Maze Runner

di Michele R. Serra

Recensioni
Maze Runner

Ogni film d’azione che si rispetti deve partire con un mistero. Nel caso di un film d’azione e fantascienza insieme, il mistero è incipit obbligatorio. Importante quasi quanto la costruzione di un mondo credibile intorno a questo mistero. Maze Runner queste caratteristiche ce le ha, tutte e due.

C’è un ragazzo meno che ventenne che si risveglia all’interno di una gabbia, al centro di una radura, ampia, ma circondata su tutti i lati da mura altissime. Non sa come è finito in quel posto, ma sa che ci sono altri ragazzi della sua età con lui – tra l’altro, colmo della sfiga, tutti maschi come lui – e sa che scappare è impossibile. Per il resto, non ricorda nulla, se non (a malapena) il suo nome.

Non so voi. A me piacciono un sacco i film che iniziano di botto, senza tanti preliminari; come dicevano i latini, in medias res.

Intendiamoci, siamo davanti all’ennesimo adattamento letterario visto al cinema nell’ultimo lustro, che mette nel mirino con estrema precisione il pubblico adolescente. Cioè quegli young adult che sembrano essere diventati l’ossessione degli editori, e dei produttori di Hollywood. Perché è un pubblico pregiato, se solleticato nel modo giusto reagisce offrendo amore sconfinato, che ovviamente si traduce in incassi sonanti, vendite, merchandising, pubblicità.

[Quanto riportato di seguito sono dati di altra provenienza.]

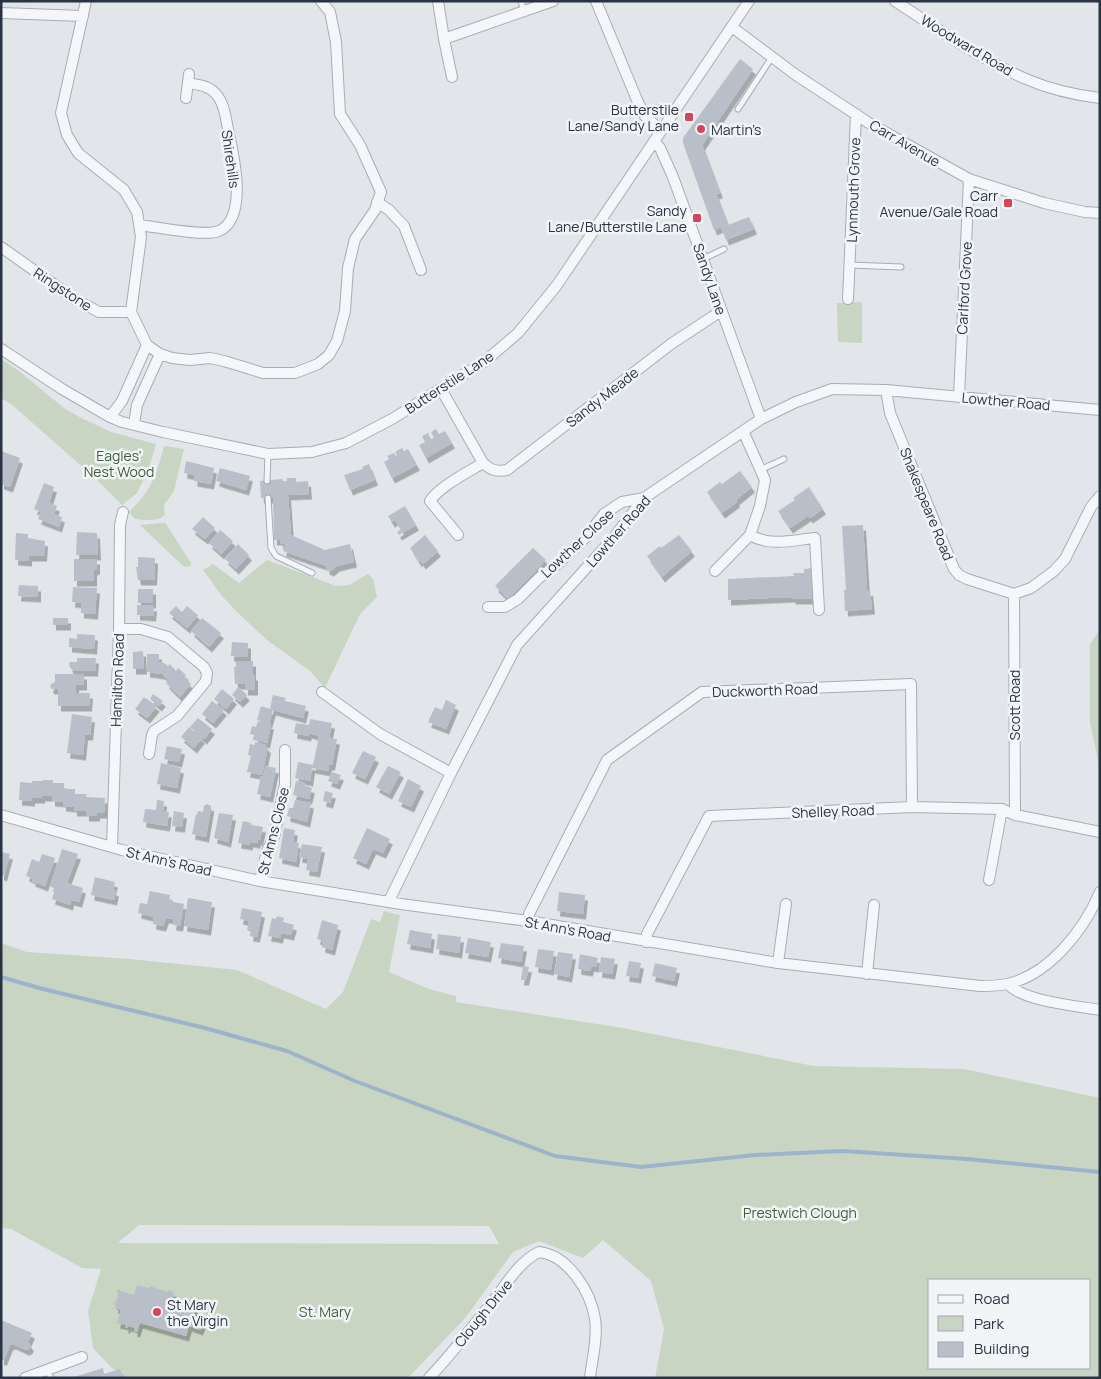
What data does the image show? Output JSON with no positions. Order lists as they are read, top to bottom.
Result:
{
  "streets": {
    "street": [
      "Woodward Road",
      "Carr Avenue",
      "Shirehills",
      "Lynmouth Grove",
      "Sandy Lane",
      "Carlford Grove",
      "Ringstone",
      "Butterstile Lane",
      "Sandy Meade",
      "Lowther Road",
      "Shakespeare Road",
      "Lowther Close",
      "Hamilton Road",
      "Duckworth Road",
      "Scott Road",
      "Shelley Road",
      "St Anns Close",
      "St Ann's Road",
      "Clough Drive"
    ]
  },
  "crossings": [
    ["Carr Avenue", "Lynmouth Grove"],
    ["Carr Avenue", "Carlford Grove"],
    ["Carr Avenue", "Butterstile Lane"],
    ["Sandy Lane", "Butterstile Lane"],
    ["Sandy Lane", "Sandy Meade"],
    ["Sandy Lane", "Lowther Road"],
    ["Carlford Grove", "Lowther Road"],
    ["Lowther Road", "Shakespeare Road"],
    ["Lowther Road", "Lowther Close"],
    ["Lowther Road", "St Ann's Road"],
    ["Shakespeare Road", "Scott Road"],
    ["Hamilton Road", "St Ann's Road"],
    ["Duckworth Road", "Shelley Road"],
    ["Duckworth Road", "St Ann's Road"],
    ["Scott Road", "Shelley Road"],
    ["Shelley Road", "St Ann's Road"],
    ["St Anns Close", "St Ann's Road"]
  ],
  "parks": ["Eagles' Nest Wood", "Prestwich Clough", "St. Mary"],
  "places": {
    "transit": ["Butterstile Lane/Sandy Lane", "Carr Avenue/Gale Road", "Sandy Lane/Butterstile Lane"],
    "other": ["Martin's", "St Mary the Virgin"]
  },
  "legend": ["Road", "Park", "Building"]
}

No, non è l’amore che fa girare il mondo.

Maze Runner arriva nei cinema dopo che sugli schermi sono passati The Hunger Games, Ender’s Game, Divergent… E noi, ecco, ci abbiamo fatto un po’ il callo a queste storie in cui eroi tardoadolescenti vengono sbattuti di faccia contro una realtà fantascientifica distopica, dove il progresso ha portato orrori indicibili. Però Maze Runner ha il pregio di andare dritto verso l’obbiettivo, e di togliere dall’equazione ogni sentimentalismo. Che è una scelta impopolare, perché si sa, le storie d’amore piacciono alla gente. Invece in questo mondo qui, per l’amore non c’è proprio spazio.

La prima mezz’ora di Maze Runner ti sorprende piacevolmente, perché entri in sala pensando di trovarti davanti la solia minestra riscaldata, e invece trovi un film a tratti anche coraggioso, nel suo genere.

Peccato che nella fantascienza ci sia una legge fondamentale: se stabilisci delle regole e ci costruisci intorno un mondo, bè, non le puoi rompere. Invece Maze Runner, appena ti fermi un secondo a pensarci sopra, crolla come un castello di carte. E le belle facce dei protagonisti (tipo la star Dylan O’Brien del telefilm teen wolf), non bastano a coprire i buchi della trama.

Comunque ne fanno altri due almeno, quindi c’è tempo di migliorare.

Si sa, le saghe per young adult sono dure a morire.